Unerwünschtes Jagdverhalten kann in seinen Formen sehr unterschiedlich auftreten. Bei dem einen Hundetyp genügt bereits das Ableinen und sie entfernen sich pfeilschnell vom Hundebesitzer und befinden sich bereits im "Jagdmodus" (Art der Jagd, Jagdweise). Bei Anderen beginnt das Problem erst, wenn sie sich auf einen frischen Wildspur befinden oder das Wild direkt vor ihnen aufspringt/-fliegt. Auch das "Reizobjekt" (Hase, Rebhuhn, Reh, Vögel, Maus, ...) kann unterschiedliche starke Reaktionen hervorrufen, so reicht bei manchen Hunden bereits ein fliegendes Blatt, um die ersten Sequenzen von Jagdverhalten auszulösen.

Die Indivualität und Intensivät des jeweiligen Jagdverhaltens spielen deshalb eine entscheidene Rolle beim jeweiligen Trainingskonzept. Der Hundebesitzer muss eine sehr gute Beobachtungsgabe besitzen/erlernen, verbunden mit Reaktionsschnelligkeit hinsichtlich dem Einsatz entsprechender Signale an seinen Hund und dem guten Gespür einer Flexibilität, im entscheidenden Augenblick (dem Beginn der Jagd) zu agieren. Die höchste Erfolgschance für den "Abbruch" einer Jagd liegt - vor allem in der anfänglichen Trainingsphase - im Beginn. Der Beginn einer Jagd kann bereits mit "Witterung aufnehmen, fixieren, orten" beginnen.

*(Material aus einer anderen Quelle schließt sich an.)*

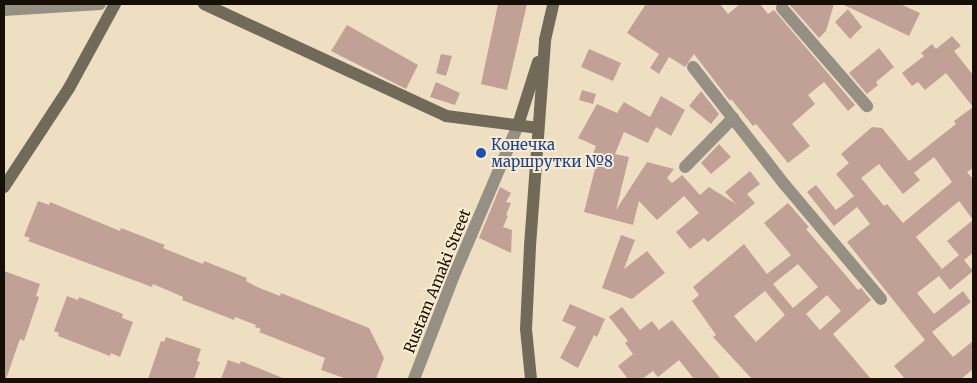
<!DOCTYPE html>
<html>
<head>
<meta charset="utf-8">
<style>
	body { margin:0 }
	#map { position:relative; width:977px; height:383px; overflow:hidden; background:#eedfc2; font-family:Merriweather,serif }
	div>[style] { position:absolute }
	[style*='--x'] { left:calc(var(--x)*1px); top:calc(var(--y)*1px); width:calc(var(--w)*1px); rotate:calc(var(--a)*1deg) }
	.building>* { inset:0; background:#c1a195 }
	.street>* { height:12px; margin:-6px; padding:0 6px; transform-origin:6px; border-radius:6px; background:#969084 }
	.secondary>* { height:12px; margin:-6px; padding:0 6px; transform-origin:6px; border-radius:6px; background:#726a58 }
	.dots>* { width:14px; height:14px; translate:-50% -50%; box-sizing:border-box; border:2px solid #fceccf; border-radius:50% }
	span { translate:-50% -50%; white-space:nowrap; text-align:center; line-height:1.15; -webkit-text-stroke:4px #fceccf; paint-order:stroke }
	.transit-label { font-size:15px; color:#164399 }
	.left { translate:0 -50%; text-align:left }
	.street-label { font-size:15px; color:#150f06 }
	.frame { position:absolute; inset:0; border:5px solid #150f06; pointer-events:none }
</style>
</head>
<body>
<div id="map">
	<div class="building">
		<i style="clip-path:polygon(498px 4px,527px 4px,507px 90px,481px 84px)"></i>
		<i style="clip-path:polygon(646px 4px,720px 4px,728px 14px,740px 4px,760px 4px,768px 14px,774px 10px,855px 105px,848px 111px,824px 82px,808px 95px,815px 104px,792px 124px,810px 146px,788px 163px,756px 124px,753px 126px,731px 99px,730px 101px,694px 54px,685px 67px,669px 57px,659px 74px,650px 68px,659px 54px,627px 33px)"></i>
		<i style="clip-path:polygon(789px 4px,834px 4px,826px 31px,819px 38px)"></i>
		<i style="clip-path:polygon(842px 4px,900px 4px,920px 13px,909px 36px)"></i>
		<i style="clip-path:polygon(848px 9px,862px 27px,850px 39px,835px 22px)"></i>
		<i style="clip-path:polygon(347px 25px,418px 65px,406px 89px,331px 51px)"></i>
		<i style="clip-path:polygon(evenodd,952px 36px,961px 46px,954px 51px,973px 75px,973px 168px,967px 172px,973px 179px,973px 253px,964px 260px,973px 271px,950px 290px,939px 276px,917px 293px,934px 314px,963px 291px,971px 302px,932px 332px,953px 357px,973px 341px,973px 369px,961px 379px,905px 379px,894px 366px,925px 340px,847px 242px,870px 224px,857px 207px,834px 226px,807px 192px,816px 185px,836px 210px,854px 196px,836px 174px,849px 163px,841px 154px,872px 127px,882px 128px,909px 161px,956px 124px,954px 121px,973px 107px,946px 73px,925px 90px,918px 82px,912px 86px,902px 73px,924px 56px,921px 53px,932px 44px,936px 49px,952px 36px,934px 157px,952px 182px,903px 223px,887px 204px,884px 206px,861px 178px,879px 164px,903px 194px,920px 180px,914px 173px,934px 157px,952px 36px,959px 201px,973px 220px,947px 241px,959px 255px,942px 269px,916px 237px,959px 201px)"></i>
		<i style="clip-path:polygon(879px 48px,894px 67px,876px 82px,878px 85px,867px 94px,849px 73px)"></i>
		<i style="clip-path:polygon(589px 49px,621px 63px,613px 81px,581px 67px)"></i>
		<i style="clip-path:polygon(441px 54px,452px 56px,446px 76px,436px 73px)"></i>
		<i style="clip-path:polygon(436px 82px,460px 93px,455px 105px,430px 97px)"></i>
		<i style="clip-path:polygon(582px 90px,596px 94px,593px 104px,579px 100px)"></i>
		<i style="clip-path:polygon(701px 91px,719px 114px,711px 124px,689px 106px)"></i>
		<i style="clip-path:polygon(661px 96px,685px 110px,671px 136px,656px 127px,648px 143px,624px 132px,615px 154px,629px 157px,616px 210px,647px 162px,674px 169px,667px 178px,672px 183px,682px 175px,700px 195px,709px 187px,736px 204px,725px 192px,750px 171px,760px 184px,747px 194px,755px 203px,708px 242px,704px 238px,690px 249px,676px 232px,699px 213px,684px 196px,657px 220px,639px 201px,633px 225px,584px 212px,597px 161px,591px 159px,596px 146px,578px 138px,597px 104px,617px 113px,624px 102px,650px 117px)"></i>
		<i style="clip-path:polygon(719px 144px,731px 157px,711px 174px,701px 163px)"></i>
		<i style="clip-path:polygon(500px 187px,511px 193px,506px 202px,511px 203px,506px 215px,508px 216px,503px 227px,512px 230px,511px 253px,479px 238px)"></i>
		<i style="clip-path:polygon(38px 201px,49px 205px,50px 202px,120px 231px,121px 228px,165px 245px,163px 248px,203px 264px,204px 261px,247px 278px,246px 281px,257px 287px,280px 296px,281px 293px,369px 328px,384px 358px,376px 379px,347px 379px,321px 370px,325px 358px,259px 332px,261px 329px,255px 327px,256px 325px,235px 317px,234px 320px,182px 300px,183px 297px,153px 284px,152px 287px,28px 241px,30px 238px,24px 236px)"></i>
		<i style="clip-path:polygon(evenodd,788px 203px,809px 227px,806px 229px,848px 278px,858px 290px,861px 288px,871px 300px,833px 334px,871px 379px,752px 379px,713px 337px,716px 335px,692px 301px,699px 295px,693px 287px,744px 244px,767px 274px,791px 255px,764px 223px,788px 203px,798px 264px,818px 287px,793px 308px,773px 284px,798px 264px,788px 203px,765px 291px,785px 315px,756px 342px,734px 316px,765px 291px,788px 203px,827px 295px,841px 311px,820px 330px,806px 314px,827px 295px)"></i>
		<i style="clip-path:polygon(621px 235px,635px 240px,624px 269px,647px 251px,665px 273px,632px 299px,602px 288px)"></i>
		<i style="clip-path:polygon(4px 271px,40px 284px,36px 296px,39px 297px,24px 341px,20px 339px,6px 379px,4px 379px)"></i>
		<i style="clip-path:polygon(67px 296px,78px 300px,79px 297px,123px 314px,122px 318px,133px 322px,120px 357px,111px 353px,110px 356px,58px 336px,59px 333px,54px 331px)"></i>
		<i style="clip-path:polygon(570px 304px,605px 319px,597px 337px,594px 335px,578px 368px,560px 358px,576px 327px,562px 321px)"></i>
		<i style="clip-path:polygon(622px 307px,640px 330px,652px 321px,659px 330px,672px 320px,721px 379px,694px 379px,679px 360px,658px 377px,653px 371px,642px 379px,628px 379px,618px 366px,633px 354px,625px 343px,628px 341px,609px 317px)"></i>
		<i style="clip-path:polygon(166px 337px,201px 349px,197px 361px,200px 362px,194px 379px,148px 379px,161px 341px,164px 342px)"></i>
		<i style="clip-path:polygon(228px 360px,240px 364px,241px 361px,285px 379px,221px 379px)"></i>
	</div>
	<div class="street">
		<i style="--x:782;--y:8;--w:130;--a:49.1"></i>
		<i style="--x:4;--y:10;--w:96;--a:-3.6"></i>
		<i style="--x:693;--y:67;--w:150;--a:52.1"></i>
		<i style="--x:785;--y:185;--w:149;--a:49.9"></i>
		<i style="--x:685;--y:167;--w:69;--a:-45.6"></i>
		<i style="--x:414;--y:379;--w:114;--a:-68.9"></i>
		<i style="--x:455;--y:273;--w:161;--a:-66.9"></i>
	</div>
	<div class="secondary">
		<i style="--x:204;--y:4;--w:267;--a:24.8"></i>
		<i style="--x:446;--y:116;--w:93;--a:7.4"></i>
		<i style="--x:518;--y:125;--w:66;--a:-72.4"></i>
		<i style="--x:4;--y:187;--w:118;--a:-56.7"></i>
		<i style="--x:69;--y:88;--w:96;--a:-61.3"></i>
		<i style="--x:531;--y:379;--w:50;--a:-95.7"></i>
		<i style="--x:526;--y:329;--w:83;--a:-87.2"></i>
		<i style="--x:530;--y:246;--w:207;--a:-85.8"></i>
		<i style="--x:545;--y:40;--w:37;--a:-77"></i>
	</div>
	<div class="dots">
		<i style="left:481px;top:153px;background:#1a4fb4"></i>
	</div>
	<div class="transit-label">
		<span class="left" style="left:491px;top:153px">Конечка<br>маршрутки №8</span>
	</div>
	<div class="street-label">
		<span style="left:437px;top:281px;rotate:-68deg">Rustam Amaki Street</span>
	</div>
	<div class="frame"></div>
</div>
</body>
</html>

Wobei anzumerken ist, dass die Struktur von Jagdverhalten bei diversen Hundetypen/-rassen absolut unterschiedlich aussehen kann.

Zu den Bildern:

Ein Wildpark bietet die Möglichkeit jagdlich motivierte Hunde "gesichert" (Umzäunung, Hunde angeleint) mit Wild zu konfrontieren. Hierbei ist eine weitere Einschätzung hinsichtlich des Erregungszustandes, die Art und Weise wie ein Hund auf Wild reagiert und seine "mentale Erreichbarkeit" (Ansprechbarkeit) möglich. Es ist also ein "kleiner Baustein" im Gesamttrainingskonzept, denn Wild in freier Natur bietet natürlich den "höheren Reiz", da flüchtend und oftmals "optisch" nicht präsent, sondern nur "olfaktorisch" (geruchlich).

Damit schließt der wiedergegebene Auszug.